I still feel bad for “Game of Thrones” fans who named their children Daenerys before watching the final season.
The magic of a midnight showing wasn’t just about the movie, it was about the community created by lining up. These were the people you wanted to watch the movie with: everyone else who loved something enough to wait for hours together. And they were also the perfect people to discuss all your theories about what was going to happen next in the universes of “Star Wars”, “Harry Potter”, “Lord of the Rings” or whatever scenario you were in. about to lose you in. Sometimes the party in line was better than what was shown on the screen.
That could be part of why, despite being only a moderate Taylor Swift fan, I’ve been so engrossed these days in the theories bouncing around “SwiftTok.” For the past two months, Taylor Swift’s TikTok fandom has felt like one big global party ahead of the release of her new album, “Midnights,” on Friday.
This theory is in part a response to Swift’s outspokenness about hiding Easter eggs and clues in her lyrics and social media that invite her fans to take close readings not just of her work but of her entire public life. Some of these fan theories also fuel speculation that Swift might be queer, and in the run-up to the album’s release, this conjecture culminated in a debate over whether “Midnights” would be Swift’s debut album.
Some of the fans who saw the album title and its upcoming single in the music video for “Me!” they are the same ones who pointed out that the color lavender (as in the song “Lavender Haze”, the first theme of “Midnights”) is frequently used as a queer symbol. Subtle signal interpretations may seem ridiculous in other contexts, but as Swift herself pointed out, she has “trained [her fans] be like that.”
Some people might find it weird to build fan theories about a real person in the same way we do about fictional characters, but I think as long as the interaction isn’t invasive or disrespectful, people should be able to enjoy it. After all, solving puzzles can be just as much fun as listening to music or watching a movie.
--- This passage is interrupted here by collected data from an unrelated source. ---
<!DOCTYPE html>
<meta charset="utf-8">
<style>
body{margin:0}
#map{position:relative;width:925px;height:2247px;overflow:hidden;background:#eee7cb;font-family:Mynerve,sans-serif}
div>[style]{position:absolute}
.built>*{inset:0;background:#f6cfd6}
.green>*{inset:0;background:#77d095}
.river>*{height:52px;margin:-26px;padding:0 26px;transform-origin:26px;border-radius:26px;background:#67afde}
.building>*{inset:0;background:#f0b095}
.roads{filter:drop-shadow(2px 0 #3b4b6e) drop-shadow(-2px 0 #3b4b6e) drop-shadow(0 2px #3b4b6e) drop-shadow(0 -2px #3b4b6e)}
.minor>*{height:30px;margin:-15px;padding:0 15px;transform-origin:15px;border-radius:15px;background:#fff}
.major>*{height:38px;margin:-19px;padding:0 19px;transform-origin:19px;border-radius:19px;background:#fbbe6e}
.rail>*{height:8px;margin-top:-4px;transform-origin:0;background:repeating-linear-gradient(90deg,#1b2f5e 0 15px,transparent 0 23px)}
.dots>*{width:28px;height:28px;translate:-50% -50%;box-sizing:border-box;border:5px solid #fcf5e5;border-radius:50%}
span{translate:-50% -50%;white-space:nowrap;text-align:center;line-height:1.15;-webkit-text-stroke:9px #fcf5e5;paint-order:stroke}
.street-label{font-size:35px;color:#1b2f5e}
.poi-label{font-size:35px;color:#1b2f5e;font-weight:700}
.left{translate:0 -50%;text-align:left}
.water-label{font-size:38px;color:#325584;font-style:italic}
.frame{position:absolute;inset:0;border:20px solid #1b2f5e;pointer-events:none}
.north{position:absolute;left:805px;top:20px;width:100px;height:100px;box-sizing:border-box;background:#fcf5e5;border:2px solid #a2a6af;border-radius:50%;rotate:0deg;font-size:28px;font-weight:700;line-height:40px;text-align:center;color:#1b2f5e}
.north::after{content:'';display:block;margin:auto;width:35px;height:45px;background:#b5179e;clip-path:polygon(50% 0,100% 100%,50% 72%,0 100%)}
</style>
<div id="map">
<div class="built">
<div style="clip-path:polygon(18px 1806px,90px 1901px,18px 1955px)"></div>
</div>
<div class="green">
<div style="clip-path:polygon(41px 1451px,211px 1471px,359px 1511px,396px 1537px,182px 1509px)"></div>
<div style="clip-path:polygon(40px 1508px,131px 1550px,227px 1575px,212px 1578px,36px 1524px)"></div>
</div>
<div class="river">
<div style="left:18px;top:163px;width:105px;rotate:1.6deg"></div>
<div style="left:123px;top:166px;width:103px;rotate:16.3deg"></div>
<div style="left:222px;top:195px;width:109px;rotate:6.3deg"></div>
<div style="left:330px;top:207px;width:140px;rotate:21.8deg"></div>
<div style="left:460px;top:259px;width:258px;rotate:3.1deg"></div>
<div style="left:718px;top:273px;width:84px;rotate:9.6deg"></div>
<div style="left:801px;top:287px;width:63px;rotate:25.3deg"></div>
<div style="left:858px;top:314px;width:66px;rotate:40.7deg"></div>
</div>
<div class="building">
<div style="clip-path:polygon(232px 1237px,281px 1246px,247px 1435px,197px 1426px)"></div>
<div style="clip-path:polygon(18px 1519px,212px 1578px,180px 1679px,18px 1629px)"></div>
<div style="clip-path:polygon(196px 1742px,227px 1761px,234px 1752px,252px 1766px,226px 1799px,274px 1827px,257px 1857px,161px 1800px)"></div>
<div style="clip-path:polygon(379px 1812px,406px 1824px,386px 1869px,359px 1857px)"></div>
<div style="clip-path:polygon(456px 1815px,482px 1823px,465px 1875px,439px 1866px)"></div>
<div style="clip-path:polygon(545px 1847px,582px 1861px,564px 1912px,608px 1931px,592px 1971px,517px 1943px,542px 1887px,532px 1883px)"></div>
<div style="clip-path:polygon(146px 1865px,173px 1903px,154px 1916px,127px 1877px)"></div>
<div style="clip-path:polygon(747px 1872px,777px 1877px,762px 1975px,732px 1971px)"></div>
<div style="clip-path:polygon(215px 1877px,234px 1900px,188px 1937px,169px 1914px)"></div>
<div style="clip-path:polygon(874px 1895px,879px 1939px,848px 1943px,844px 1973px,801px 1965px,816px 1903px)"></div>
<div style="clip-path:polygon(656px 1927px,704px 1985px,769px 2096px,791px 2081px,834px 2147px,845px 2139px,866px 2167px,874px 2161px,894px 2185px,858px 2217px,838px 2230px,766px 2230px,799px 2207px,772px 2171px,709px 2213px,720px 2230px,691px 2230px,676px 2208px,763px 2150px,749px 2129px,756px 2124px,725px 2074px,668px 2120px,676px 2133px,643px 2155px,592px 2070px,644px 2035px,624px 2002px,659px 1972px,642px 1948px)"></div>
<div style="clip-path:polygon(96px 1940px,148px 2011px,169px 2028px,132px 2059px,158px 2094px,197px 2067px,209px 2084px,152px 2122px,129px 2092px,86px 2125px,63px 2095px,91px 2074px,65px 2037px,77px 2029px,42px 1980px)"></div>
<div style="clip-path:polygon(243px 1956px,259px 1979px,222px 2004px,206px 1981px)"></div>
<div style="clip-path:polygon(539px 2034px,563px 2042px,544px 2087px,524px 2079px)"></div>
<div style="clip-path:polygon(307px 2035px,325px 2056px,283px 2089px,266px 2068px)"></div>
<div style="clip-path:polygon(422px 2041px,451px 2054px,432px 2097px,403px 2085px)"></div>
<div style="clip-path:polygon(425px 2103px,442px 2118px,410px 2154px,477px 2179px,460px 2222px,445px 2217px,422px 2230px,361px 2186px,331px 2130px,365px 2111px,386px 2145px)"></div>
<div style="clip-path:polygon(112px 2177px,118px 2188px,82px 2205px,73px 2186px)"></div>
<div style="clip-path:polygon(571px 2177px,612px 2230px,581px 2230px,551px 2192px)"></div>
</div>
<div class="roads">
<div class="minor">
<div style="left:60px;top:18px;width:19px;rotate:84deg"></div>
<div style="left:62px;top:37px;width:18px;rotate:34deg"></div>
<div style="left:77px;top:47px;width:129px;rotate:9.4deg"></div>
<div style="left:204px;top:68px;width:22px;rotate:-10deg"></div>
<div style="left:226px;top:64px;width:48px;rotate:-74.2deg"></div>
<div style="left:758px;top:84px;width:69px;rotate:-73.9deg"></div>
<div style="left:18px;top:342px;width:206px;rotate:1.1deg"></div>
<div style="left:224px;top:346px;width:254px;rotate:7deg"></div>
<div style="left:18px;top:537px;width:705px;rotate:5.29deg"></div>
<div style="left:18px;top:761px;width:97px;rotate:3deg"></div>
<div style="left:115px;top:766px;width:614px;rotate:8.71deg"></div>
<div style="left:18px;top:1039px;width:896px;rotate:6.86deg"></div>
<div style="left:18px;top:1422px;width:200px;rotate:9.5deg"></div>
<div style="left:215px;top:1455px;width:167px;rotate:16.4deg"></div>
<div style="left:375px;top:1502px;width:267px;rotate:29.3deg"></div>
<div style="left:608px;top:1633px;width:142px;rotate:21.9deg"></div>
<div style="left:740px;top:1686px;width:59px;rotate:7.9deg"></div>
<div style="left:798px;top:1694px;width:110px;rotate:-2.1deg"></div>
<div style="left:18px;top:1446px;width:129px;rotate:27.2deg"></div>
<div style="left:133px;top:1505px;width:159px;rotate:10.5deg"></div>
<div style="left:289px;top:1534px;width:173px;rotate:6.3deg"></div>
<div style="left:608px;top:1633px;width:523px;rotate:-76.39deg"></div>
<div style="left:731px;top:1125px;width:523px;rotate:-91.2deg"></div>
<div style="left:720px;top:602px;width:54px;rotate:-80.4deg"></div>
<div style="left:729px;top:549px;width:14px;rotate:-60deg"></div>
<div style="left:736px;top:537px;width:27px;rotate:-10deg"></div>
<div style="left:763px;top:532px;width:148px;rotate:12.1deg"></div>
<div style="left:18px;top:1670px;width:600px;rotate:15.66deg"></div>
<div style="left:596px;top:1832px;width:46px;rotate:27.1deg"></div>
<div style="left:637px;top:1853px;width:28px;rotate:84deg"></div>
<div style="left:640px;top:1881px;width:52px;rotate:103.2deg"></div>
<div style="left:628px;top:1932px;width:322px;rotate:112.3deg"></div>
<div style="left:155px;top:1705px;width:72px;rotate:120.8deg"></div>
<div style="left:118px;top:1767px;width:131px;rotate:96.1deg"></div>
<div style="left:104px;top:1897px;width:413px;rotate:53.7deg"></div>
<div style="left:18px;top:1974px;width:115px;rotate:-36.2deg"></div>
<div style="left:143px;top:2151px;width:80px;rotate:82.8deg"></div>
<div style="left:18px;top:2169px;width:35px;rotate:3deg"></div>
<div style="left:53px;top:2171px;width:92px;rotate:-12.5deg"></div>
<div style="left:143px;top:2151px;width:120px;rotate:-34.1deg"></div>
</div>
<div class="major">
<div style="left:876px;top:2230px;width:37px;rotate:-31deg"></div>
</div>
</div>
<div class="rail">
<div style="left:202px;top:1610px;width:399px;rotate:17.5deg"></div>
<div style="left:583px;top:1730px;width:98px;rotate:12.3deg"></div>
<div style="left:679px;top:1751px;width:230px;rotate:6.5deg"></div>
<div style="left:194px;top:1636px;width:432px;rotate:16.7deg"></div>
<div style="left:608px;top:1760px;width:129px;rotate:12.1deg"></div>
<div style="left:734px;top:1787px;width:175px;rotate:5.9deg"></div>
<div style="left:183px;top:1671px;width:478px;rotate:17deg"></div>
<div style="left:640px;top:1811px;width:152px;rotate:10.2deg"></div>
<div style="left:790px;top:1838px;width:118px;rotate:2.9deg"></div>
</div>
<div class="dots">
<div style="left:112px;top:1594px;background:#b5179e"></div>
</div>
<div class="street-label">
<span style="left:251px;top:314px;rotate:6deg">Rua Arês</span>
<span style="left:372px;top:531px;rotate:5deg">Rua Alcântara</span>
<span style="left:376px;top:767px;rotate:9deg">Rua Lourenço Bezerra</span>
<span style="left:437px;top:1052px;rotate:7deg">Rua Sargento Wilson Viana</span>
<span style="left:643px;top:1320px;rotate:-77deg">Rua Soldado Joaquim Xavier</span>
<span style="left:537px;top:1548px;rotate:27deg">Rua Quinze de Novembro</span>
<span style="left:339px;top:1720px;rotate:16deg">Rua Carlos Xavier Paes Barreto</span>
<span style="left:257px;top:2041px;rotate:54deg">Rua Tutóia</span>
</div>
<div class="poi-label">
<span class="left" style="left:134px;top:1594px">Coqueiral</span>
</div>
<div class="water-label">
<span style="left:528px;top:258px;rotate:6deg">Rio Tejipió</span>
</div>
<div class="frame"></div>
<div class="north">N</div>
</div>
Swift’s discography is like an escape room, and it’s largely one that she built.
I study fandom and online communities, especially communities that form around fanfiction, and have seen up close that fan theories bring joy to those who engage in making them. This is what fans do: We talk about the things we love and speculate about what might happen next, whether it’s a song release, a movie plot, or the outcome of a football game. Considering the way the internet unites people around media consumption, it’s not surprising, or problematic, that people who love Taylor Swift might collectively search for clues or meaning (about or about her music) from the music. same way as “Star”. Wars fans do.
This type of speculation keeps the interest alive between installments as it helps build that community of fans. The excitement created by discussions of water coolers (where Reddit and TikTok are some of the new water coolers) is also one of the reasons streaming services have gone from binge-watching full-season episodes to once-a-time installments. the week for many programs. While some fans lament the wait between installments, others feel like we’ve recaptured a collective experience that was lost.
This experience was (ironically, given the name) encapsulated by the fan culture I was involved in around the TV show “Lost.” I was looking forward to each episode on my own when it aired every week. Then one day I wondered if people were talking about it online, so I looked up a fan forum and suddenly saw the show in a whole new way. The things that people noticed! The intricate theories about timelines, purgatory and polar bears! It made me want to watch the entire show from the beginning to see what I had missed. But he also made sure to check out the forum after each new episode so I could experience the collective excitement of dissecting new clues.
So when TikTok pushed me over to SwiftTok in August by showing videos with Taylor Swift fans theorizing about “Midnights” on my For You page (the personalized feed of videos created by TikTok’s recommendation algorithm), I felt once again I was stumbling on those “Lost” or the “Game of Thrones” subreddit or, as I wrote in 2014, the subreddit dedicated to the discussion of the “Serial” podcast.
The excitement I saw build up around Swift’s album made me much more interested than I otherwise would have been. It was like I had only planned to go see the movie during its opening week like most people, but it turned out I was at the midnight line party and the discussion was so interesting that I stayed.
Of course, there may be a downside to fan theories built around celebrities. I worry about fans who are so into it that they get upset if their theories don’t work out, in the same way that someone might be upset if their favorite TV show character turns out differently than they expected. (I still feel bad for “Game of Thrones” fans who named their children Daenerys before watching the final season.)
But for now, my For You page has been filled with excited videos from fans just enjoying Swift’s music. I imagine the Easter egg hunt will soon start up again with so much new content to sift through. In the meantime, it’s great to see fans being fans… together.